第42話 柔術というものあり

 ノアは見た。 その一撃の軌道を――――


 衝撃。 視点が一回転する――――いや、回っているのは目ではなく体の方だ。


 だが、間に合った防御。 痺れが腕に。傷口、痛みが広がる。


 ユタの打撃。それは尻尾を鞭のように、まるでムエタイ戦士の蹴りのように繰り出していたのだ。


(なるほど……あの尻尾、手足よりはさらに太い)


 太いという事は重いという事。 打撃にとって重さとは武器だ。


 (空手の神さま、大山倍達が原作を手掛けた漫画 空手戦争でもライオンと戦った主人公が尻尾を受けて大ダメージを受けていたけ?)


 ノアは間合いを詰めようと前に出る。だが、そのタイミングでユタは尻尾を振るう。


 捕まれないように低い軌道で速い。 まるでローキック……だが、リーチの長さは人間の足とは比較できないほどに長い。

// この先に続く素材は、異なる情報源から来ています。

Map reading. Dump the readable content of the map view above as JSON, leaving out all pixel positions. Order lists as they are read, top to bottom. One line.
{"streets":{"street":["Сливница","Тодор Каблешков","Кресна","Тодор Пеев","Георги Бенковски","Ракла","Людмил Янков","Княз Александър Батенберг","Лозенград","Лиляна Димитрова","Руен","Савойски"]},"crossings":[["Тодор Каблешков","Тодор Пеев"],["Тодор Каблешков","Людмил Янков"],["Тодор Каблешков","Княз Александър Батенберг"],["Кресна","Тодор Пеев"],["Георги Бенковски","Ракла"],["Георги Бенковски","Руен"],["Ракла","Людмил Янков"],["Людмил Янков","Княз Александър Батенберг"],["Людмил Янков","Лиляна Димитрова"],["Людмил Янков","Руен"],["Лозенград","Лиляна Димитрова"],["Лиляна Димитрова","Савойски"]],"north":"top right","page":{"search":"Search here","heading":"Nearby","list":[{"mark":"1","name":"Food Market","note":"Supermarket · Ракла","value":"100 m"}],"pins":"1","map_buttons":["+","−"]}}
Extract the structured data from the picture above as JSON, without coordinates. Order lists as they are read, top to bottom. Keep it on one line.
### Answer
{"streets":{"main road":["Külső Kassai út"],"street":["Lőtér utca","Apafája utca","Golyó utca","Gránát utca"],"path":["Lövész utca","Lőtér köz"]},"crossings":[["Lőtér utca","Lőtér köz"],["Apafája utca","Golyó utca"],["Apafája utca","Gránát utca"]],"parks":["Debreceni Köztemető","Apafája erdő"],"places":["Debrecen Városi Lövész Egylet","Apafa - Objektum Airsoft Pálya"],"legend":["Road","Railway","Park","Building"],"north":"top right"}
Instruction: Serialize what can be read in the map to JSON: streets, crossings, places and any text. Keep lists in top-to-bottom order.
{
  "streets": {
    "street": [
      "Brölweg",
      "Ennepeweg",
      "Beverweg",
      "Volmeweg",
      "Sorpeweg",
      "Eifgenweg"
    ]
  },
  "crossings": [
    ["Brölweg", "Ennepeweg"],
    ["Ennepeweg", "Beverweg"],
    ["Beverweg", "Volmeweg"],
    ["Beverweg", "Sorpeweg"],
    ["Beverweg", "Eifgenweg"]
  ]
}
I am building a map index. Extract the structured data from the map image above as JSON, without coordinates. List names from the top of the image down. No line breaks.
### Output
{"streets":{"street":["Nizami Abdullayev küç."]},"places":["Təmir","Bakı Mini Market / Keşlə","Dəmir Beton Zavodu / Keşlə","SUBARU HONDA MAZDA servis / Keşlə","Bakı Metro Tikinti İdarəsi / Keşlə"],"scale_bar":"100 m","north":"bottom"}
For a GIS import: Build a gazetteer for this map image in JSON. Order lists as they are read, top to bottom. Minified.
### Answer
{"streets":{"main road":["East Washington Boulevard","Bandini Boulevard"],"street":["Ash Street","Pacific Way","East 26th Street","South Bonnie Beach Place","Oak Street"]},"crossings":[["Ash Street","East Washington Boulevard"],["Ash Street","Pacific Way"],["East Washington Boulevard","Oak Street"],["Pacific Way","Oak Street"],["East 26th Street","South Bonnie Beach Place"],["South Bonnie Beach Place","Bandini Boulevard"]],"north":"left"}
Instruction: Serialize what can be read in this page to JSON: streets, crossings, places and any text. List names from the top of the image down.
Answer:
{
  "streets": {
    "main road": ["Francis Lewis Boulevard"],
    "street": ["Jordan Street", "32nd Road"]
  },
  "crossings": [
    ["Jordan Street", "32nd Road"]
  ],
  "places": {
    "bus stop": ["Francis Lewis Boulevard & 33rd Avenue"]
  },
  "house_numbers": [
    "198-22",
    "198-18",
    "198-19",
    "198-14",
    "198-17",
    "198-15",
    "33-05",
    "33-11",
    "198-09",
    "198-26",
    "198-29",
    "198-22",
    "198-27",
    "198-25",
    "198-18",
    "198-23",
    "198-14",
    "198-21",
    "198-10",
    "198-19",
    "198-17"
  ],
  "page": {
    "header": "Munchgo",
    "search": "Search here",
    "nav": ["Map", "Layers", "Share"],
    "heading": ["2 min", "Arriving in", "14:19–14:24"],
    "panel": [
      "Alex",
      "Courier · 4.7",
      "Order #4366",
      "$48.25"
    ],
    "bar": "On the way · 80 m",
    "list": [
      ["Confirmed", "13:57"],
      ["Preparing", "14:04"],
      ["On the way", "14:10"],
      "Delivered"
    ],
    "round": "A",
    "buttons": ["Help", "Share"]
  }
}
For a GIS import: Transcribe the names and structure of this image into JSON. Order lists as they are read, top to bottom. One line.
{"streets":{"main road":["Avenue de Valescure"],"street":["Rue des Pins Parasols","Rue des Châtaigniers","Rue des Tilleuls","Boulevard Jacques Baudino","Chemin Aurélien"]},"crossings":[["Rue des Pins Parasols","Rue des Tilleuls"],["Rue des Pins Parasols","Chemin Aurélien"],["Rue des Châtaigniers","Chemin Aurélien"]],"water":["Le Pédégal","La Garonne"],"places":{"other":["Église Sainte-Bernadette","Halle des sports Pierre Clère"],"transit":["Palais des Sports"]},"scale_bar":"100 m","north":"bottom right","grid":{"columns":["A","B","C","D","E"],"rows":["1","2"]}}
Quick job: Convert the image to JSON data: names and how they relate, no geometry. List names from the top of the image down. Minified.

「けど――――」とノアはしゃがみ込むように低い体勢になると、前に飛び出すように低空タックルを――――


行かない。


「なっ! フェイントだと!」とユタは焦る。


タイミングを狙っていたユタの尻尾が宙を切る。


目標を外れ、威力も落ちたタイミング。   


「捕まえた!」


 がっちりと抱きかかえるように尻尾をキャッチしたノアは、力強くユタの体ごと引き寄せるように――――


「せいッ!」とかけ声と共に投げ技。 尻尾を肩に担いでの一本背負い。


 ノアだって初めてやった。尻尾を掴んでの投げ。


 ユタだって初めてやられた。尻尾を掴まれての投げ。


 柔道は、ただ投げただけで勝ち負けが決定するわけではない。


 畳に落とすまで相手を綺麗にコントロールできているかは、技の評価ポイント……つまり、技ありや一本など(今は廃止されたが昔は有効と言われる評価も存在していた)が決められる。


 しかし、投げる側も投げられる側も未知の投げ。


 非常に、非情に危険な状態で地面に叩きつけられたユタ。


 後頭部を痛打して、首にも強い負荷を受けているはず……常人なら死んでもおかしくないが、それでも動き続けれるのはリザードマンという頑丈な体の種族ゆえだろうか?


 投げられ、混乱したのは一瞬。 すぐさま立ち上がろうとする。


 「だが、させない。けれども、逃がさないぞ! ユタ!」


 倒れたユタの上にノアが乗っかかって動きを抑えに行く。


 戦いは寝技の攻防へ移行。 そしてその技術はユタに取って未知の領域だった。


 技術? それを見た観客の全てが、それを技術として認識できていない。


 なんせ、ノアは、ユタの体に馬乗りの状態になっているだけだから……


 もしも、人生で野球を見た事も聞いた事もないが、初めて野球を見た時、どう思うだろうか?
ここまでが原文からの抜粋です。